Tue, Sep 10, 2019 - Page 12 News List

Exports up 2.6% on electronics demand

CLOSER ANALYSIS:Shipments to the US grew 22.8%, but the department of statistics director-general said it was only because local firms were moving production home

By Crystal Hsu  /  Staff reporter

The nation’s exports last month rose 2.6 percent to US$29 billion — a record high for the period — as demand for electronics from China and the US gained traction, following a contraction of 0.5 percent in July, the Ministry of Finance reported yesterday.

The rebound could prove to be an isolated episode as exports could slip into a contraction this month and next month due to last year’s high comparison base and lingering uncertainty over the global economy, the ministry said.

“Demand for electronics used in high-end smartphones and personal computers picked up from all major partners except for Europe,” Department of Statistics Director-General Beatrice Tsai (蔡美娜) told a media briefing in Taipei.
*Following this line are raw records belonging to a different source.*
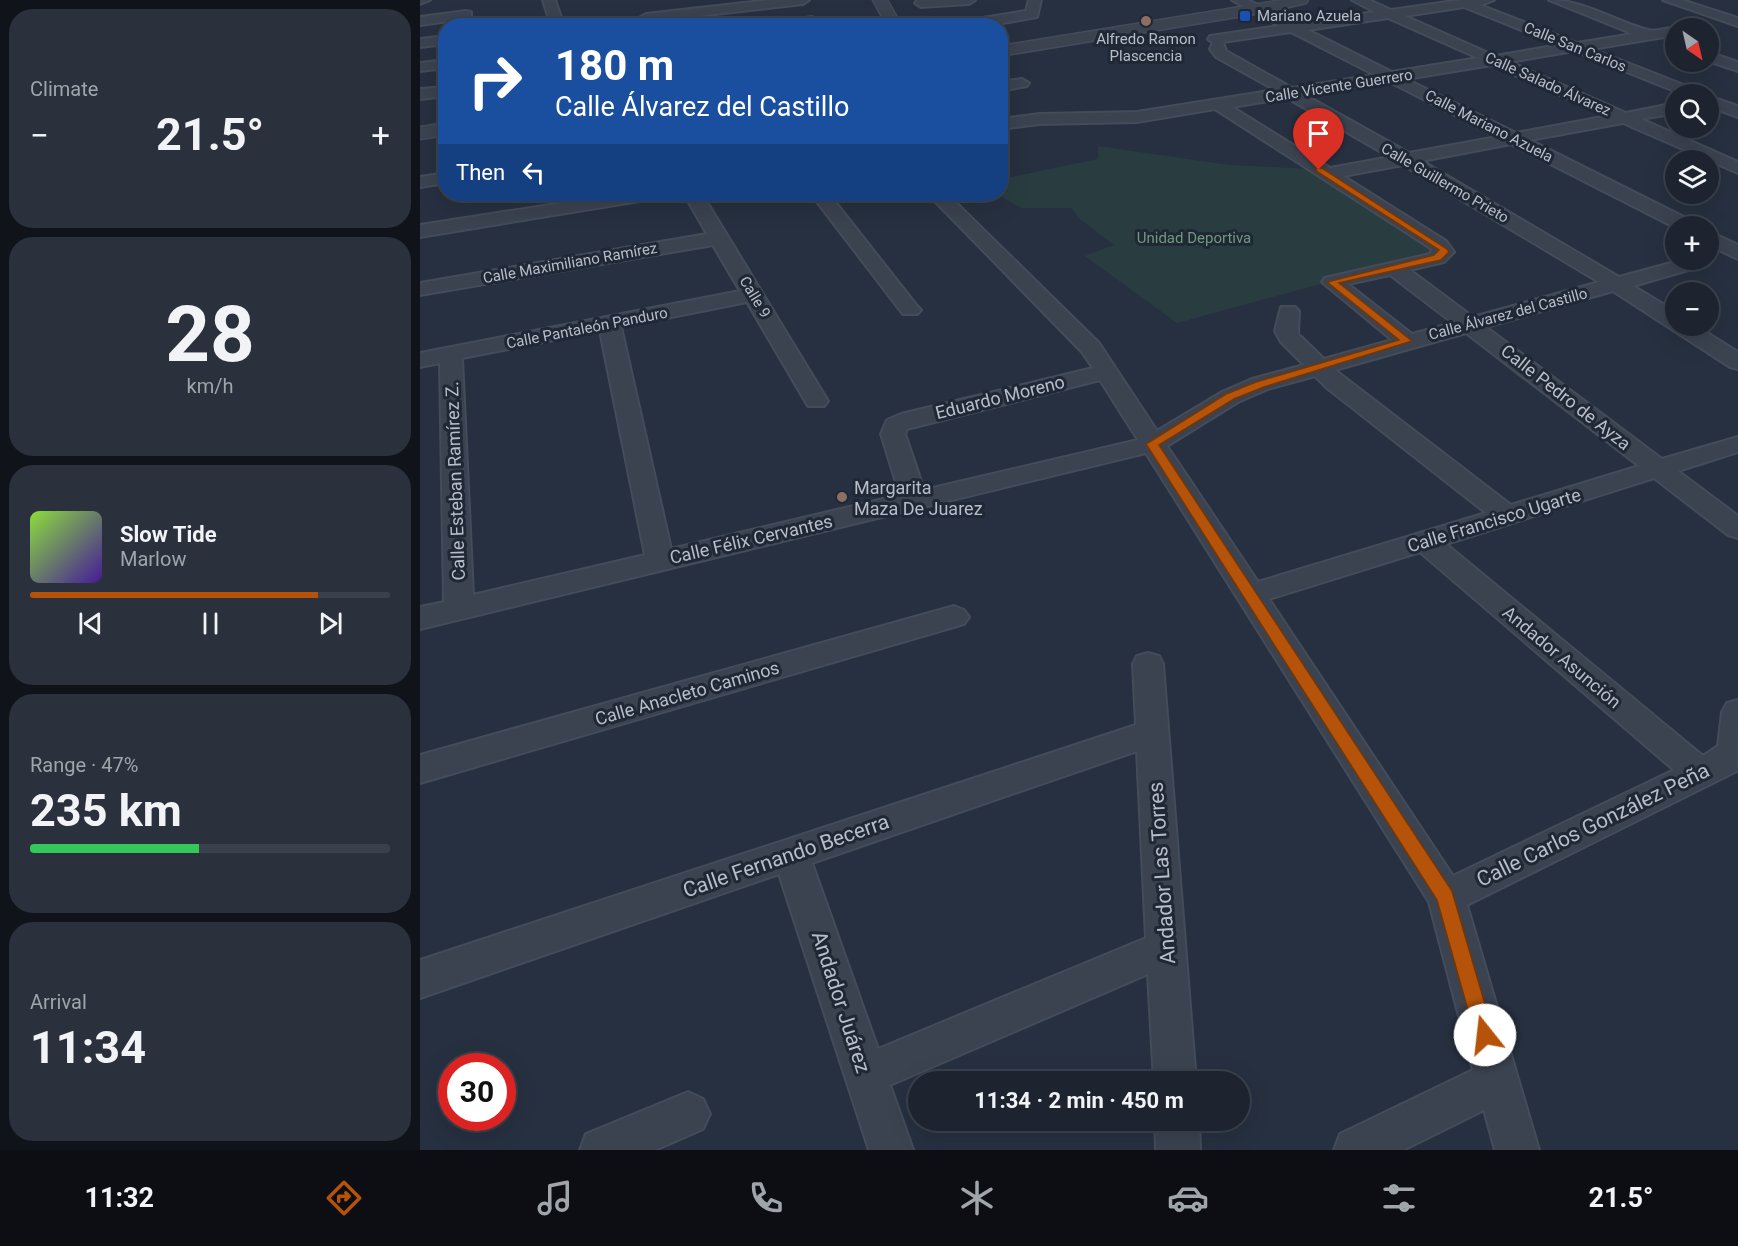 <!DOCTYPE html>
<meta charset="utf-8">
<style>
:root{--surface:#1d2430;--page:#2a303c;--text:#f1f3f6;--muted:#a0a4ab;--line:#3b414c;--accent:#b45309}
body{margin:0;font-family:Roboto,sans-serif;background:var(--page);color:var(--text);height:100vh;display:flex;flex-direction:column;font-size:22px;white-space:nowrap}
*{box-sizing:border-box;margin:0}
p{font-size:20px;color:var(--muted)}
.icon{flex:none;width:33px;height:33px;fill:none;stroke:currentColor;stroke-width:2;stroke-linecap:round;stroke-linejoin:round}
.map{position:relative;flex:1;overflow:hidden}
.details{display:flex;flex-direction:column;gap:9px;padding:9px;background:#10141a;width:420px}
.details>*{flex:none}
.banner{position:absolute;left:18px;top:18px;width:570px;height:183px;border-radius:24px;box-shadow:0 6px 24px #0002,0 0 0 2px var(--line);background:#1a4fa0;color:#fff;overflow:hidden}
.needle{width:39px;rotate:146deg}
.fabs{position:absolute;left:1245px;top:18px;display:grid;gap:12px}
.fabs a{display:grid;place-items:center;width:54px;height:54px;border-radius:50%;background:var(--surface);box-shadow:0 6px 24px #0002,0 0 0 2px var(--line);font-size:30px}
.speed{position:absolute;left:18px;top:1053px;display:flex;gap:12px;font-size:30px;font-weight:700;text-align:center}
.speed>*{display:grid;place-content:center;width:78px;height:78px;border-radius:50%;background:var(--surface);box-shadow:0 6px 24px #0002,0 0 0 2px var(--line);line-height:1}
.speed .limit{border:9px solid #d22;background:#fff;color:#111}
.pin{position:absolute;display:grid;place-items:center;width:51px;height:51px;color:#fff;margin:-62px -26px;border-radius:50% 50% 50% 0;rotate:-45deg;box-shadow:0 0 6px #0007}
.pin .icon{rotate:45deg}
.me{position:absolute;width:66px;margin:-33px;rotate:344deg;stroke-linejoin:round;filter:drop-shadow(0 0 4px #0008)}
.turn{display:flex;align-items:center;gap:21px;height:126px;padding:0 18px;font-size:27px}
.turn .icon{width:78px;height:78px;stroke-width:2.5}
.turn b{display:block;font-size:42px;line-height:51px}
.then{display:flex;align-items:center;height:57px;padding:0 18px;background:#0003;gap:12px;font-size:22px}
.big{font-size:45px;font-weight:700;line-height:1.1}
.details .card{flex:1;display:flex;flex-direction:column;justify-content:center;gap:9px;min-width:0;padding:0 21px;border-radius:24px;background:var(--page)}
.details .dial{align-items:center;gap:0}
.dial b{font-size:78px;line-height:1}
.song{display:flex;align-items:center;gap:18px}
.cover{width:72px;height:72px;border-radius:9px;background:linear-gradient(135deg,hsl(90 70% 55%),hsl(260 70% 35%))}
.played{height:6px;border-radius:3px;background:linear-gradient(90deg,var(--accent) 80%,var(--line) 80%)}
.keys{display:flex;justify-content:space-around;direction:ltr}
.heat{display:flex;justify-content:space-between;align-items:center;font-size:33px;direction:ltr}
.charge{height:9px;border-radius:4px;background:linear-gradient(90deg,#34c759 47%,var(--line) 0)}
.trip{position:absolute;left:488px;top:1071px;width:342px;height:60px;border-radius:30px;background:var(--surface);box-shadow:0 6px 24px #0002,0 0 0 2px var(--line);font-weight:700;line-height:60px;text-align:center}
.tabs{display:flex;height:96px;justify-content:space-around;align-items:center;background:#0c0e13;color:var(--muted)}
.tabs .icon{width:42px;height:42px}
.tabs .active{color:var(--accent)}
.tabs b{font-size:27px;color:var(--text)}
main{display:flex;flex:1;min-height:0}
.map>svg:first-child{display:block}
.green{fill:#293d41}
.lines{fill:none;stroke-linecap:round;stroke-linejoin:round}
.minor-casing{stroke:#444b59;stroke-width:4}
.tertiary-casing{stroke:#444b59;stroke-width:3}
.minor{fill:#3b4250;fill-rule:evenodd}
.tertiary{fill:#3b4250;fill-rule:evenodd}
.route{fill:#b45309;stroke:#753606;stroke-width:1.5}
.transit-dot{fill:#1a4fb4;stroke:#202735;stroke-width:2}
.education-dot{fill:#8d6e63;stroke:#202735;stroke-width:2}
.labels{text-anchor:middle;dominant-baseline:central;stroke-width:6;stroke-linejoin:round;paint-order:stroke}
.far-poi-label{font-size:15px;fill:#b7bdca;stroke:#202735;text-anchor:start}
.far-street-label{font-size:15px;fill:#b7bdca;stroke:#202735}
.far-park-label{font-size:15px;fill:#6f9a7c;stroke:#202735}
.street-label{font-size:18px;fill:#b7bdca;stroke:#202735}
.poi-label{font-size:18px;fill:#b7bdca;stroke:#202735;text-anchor:start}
.near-street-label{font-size:21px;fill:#b7bdca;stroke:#202735}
</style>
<main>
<section class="details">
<div class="card"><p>Climate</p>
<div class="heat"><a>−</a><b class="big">21.5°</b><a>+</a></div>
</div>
<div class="card dial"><b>28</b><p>km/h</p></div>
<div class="card">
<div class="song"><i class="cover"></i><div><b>Slow Tide</b><p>Marlow</p></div></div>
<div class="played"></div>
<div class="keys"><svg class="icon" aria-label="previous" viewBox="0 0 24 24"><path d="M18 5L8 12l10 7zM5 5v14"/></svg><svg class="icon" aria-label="pause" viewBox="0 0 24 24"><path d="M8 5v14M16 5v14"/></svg><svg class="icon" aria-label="next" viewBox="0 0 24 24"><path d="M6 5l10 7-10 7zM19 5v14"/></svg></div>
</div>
<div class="card"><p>Range · 47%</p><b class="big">235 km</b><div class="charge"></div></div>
<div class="card"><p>Arrival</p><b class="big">11:34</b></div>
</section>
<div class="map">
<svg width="1318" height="1150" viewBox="0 0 1318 1150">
<rect width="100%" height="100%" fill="#273040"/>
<path class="green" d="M678,146L809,165L890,169L1021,251L757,323L665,256L694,245L661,220L651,208H601L576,194H580L581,179L678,159Z"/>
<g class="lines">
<defs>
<g id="minor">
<path d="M0,0H10L0,4Z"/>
<path d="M123,0H135L144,26H131Z"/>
<path d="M350,0H389L383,4L226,22L219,18L226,14Z"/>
<path d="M498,0H555L549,4L501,7L495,3Z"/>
<path d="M609,0H621L617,17L566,26H532L538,22L606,11Z"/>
<path d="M812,0H828L875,24L955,12L932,0H949L971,10L1041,0H1074L1060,5L1157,43L1213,34L1129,0C1164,0 1194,21 1228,30C1239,33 1250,25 1261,28H1256V35L1172,49L1279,91L1281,94H1262L1154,51L1090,62L1206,113L1256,103V113L1221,119L1318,162V173L1203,123L1110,140L1274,222L1276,226L1256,228L1091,144L1002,161L1199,277L1262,260H1288L1289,256L1292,260L1289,264L1213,286L1256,312V326H1276L1318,352V369L1310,367L1193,291L1066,327L1242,459L1318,437V452L1258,471L1318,516V538L1308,535L1234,478L1026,544L1283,756L1298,746L1302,712L1307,703L1318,700L1317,771L1047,905L1119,1150H1075L1064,1110L983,1150H914L920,1134L1053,1070L1009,902L726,453L0,629V607L24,602L20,363L0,367V353L320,291L293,245L0,295V283L287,234L264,194H282L408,401L404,406H388L327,302L201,327L251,549L480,495L461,434L467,420L481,414L673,368L662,352L508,194H527L679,343L737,431L802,392L832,379L884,365L861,342L855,331L861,307H875L879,311L878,334L904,359L972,340L902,282L905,278L1010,254L1012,249L795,109L717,122L620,124L580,129V119L620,114L717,112L855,90L796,57L790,49L793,43L788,39L790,36L859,26ZM1044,7L1139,45L1075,56L985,16ZM968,18L1058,58L972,72L888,30ZM871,32L955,75L872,88L806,51L803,42ZM1072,65L1188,116L1096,133L986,79ZM968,81L1077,137L989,153L885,95ZM867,98L970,157L910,168L812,107ZM983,165L1179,282L1053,317L990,270L1024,262L1034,252L1026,241L923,176ZM970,275L1033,323L992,334L928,284ZM180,331L225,555L53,595L42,358ZM1046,333L1219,466L1091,505L915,370ZM895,376L907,388L1066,513L838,582L747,446L818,402L848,389ZM680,380L718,440L504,490L485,434L487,429ZM1000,552L1254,770L1033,876L849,599Z"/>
<path d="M1243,0H1262L1318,18V26Z"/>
<path d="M46,11L51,12V18L0,25V17Z"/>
<path d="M392,17L399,21L397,24L351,26L357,22Z"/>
<path d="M26,36V44L0,47V39Z"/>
<path d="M1288,52L1318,62V71L1288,61Z"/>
<path d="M26,60V68L0,71V63Z"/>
<path d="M602,79L609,83L607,86L580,91V82Z"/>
<path d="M26,87V96L0,99V89Z"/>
<path d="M1288,96L1318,106V117L1288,106Z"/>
<path d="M26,173V183L0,187V177Z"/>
<path d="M201,194H241L232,199L0,237V225Z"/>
<path d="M391,194H409L497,306L501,310L497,314H483Z"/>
<path d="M1288,231L1318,245V259L1288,245Z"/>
<path d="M534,606L544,610L549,617L544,624L0,783V755Z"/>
<path d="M728,653L739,656L743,664L776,1082H734L728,974L470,1085L493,1150H449L359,874L0,998V960L716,725L713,664L717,656ZM717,751L726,938L458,1049L392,863Z"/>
<path d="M268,1092L283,1099L290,1114L283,1129L235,1150H160L166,1134Z"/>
<path d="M735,1120H779L780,1150H736Z"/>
</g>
<g id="tertiary">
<path d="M453,0H467L482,26H467Z"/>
<path d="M863,0H888L886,3L853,11L580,56V46Z"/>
<path d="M26,123V135L0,139V127Z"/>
</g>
</defs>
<use href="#minor" class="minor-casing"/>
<use href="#tertiary" class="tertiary-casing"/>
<use href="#minor" class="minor"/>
<use href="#tertiary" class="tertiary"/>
</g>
<path class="route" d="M896,168H902L1027,249L1029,252L1021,260L919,283L992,341L844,387L814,399L739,445L1032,891L1074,1035L1072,1042L1065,1045L1058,1042L1055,1035L1017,900L726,444L806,394L836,382L979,340L907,282L1014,255L1019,250L896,171Z"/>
<rect class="transit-dot" x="819" y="10" width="12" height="12" rx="3"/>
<g class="education-dot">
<circle cx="726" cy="21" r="6"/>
<circle cx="422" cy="497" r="6"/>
</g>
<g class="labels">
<g class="far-poi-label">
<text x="837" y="16">Mariano Azuela</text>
<text x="726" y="39" text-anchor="middle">Alfredo Ramon<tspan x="726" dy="17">Plascencia</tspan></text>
</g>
<g class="far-street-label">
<text transform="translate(1155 47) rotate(22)">Calle San Carlos</text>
<text transform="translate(1128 84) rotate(24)">Calle Salado Álvarez</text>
<text transform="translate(919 86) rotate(-9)">Calle Vicente Guerrero</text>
<text transform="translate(1069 126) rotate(27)">Calle Mariano Azuela</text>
<text transform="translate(1025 183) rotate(30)">Calle Guillermo Prieto</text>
<text transform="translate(150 263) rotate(-10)">Calle Maximiliano Ramírez</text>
<text transform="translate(335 297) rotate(59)">Calle 9</text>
<text transform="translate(1088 314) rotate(-15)">Calle Álvarez del Castillo</text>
<text transform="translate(167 328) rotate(-11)">Calle Pantaleón Panduro</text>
</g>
<g class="far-park-label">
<text x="774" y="238">Unidad Deportiva</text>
</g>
<g class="street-label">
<text transform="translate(580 397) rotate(-14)">Eduardo Moreno</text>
<text transform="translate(1146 397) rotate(38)">Calle Pedro de Ayza</text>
<text transform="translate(35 481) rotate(-92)">Calle Esteban Ramírez Z.</text>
<text transform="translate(1074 520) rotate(-17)">Calle Francisco Ugarte</text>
<text transform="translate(331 539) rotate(-13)">Calle Félix Cervantes</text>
<text transform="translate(1142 657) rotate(40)">Andador Asunción</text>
<text transform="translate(267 693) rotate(-16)">Calle Anacleto Caminos</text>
</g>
<g class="poi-label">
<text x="434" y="487">Margarita<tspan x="434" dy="21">Maza De Juarez</tspan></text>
</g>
<g class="near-street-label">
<text transform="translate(1173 825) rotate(-26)">Calle Carlos González Peña</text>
<text transform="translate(366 856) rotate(-19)">Calle Fernando Becerra</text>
<text transform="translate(742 873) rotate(-94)">Andador Las Torres</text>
<text transform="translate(421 1002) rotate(72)">Andador Juárez</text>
</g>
</g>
</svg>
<div class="fabs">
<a><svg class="needle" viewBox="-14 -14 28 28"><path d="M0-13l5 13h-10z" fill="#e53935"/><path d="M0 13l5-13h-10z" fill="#a0a4ab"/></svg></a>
<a><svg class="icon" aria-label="search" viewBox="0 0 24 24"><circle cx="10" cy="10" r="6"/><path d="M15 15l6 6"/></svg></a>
<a><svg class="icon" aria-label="layers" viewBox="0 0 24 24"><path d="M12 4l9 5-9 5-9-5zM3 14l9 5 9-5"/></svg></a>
<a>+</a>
<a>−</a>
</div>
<div class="speed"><div class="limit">30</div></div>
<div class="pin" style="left:899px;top:170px;background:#d93025"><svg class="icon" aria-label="arrive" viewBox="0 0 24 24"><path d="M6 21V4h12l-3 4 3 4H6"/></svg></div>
<svg class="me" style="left:1065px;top:1035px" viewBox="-20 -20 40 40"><circle r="19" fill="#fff"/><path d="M0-13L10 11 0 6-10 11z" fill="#b45309"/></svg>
<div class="trip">11:34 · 2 min · 450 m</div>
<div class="banner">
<div class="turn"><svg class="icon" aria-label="right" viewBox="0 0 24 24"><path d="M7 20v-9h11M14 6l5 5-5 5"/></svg><div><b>180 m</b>Calle Álvarez del Castillo</div></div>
<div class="then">Then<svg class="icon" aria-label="left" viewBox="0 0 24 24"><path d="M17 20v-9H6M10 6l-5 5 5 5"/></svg></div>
</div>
</div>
</main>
<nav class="tabs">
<b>11:32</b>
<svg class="icon active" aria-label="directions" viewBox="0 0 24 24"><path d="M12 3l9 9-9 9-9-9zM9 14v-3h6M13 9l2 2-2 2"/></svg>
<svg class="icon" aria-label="music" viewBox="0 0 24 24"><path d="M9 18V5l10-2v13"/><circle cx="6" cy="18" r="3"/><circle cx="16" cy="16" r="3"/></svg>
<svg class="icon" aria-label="phone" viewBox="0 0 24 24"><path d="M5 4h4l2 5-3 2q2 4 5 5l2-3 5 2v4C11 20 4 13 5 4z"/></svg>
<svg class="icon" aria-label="climate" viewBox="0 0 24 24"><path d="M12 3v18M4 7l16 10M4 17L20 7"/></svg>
<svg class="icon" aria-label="car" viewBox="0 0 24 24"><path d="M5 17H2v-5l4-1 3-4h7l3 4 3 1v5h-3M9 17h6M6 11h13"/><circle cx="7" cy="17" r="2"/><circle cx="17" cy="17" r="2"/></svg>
<svg class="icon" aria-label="filters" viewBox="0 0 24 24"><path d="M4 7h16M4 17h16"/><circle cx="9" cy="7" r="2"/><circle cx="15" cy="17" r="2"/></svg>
<b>21.5°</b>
</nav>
Next-generation smartphones and 5G technology development likely drove the growth, Tsai said.

Apple Inc, Huawei Technologies Co (華為) and other technology giants plan to release new mobile and computing devices this month, which is expected to benefit local firms in their supply chains.

Electronics shipments climbed 7.5 percent to US$10.483 billion with semiconductors growing at a faster 11.7 percent to US$9.37 billion, the ministry’s monthly report showed.

Exports of information and communications products soared 31.4 percent to US$3.8 billion, while optical products increased 2.3 percent to US$1.02 billion, the report showed.

Those products together accounted for 53 percent of all exports.

Exports to China grew 1.1 percent, while shipments to the US swelled 22.8 percent, the report showed.

The ongoing US-China trade dispute has led local firms to shift production home from China, especially for products destined for the US, Tsai said.

The rapid increase in exports to the US did not mean business had improved for local firms, but was a reflection of their production adjustments, she said.

Order transfers benefited some local firms, explaining why shipments of memory chips improved, Tsai said, adding that the trade row between Japan and South Korea probably accounted for order transfers.

Imports remained soft, declining 2.7 percent from a year earlier to US$23.02 billion, due to cheaper oil and raw material prices that led to a trade surplus of US$5.98 billion for last month, nearly 30 percent higher than last year’s figure, the report showed.

Capital equipment imports grew a fractional 0.7 percent after imports of semiconductor equipment shrank 6.1 percent from a year earlier, the report showed.

Looking forward, Tsai said that exports could contract by 1 to 2.5 percent this month due to a high comparison base from September last year, which surpassed the US$29.5 billion mark.

For the first eight months of the year, total exports fell 2.3 percent to US$215.41 billion, while imports dropped 1.1 percent to US$185.94 billion, the report showed.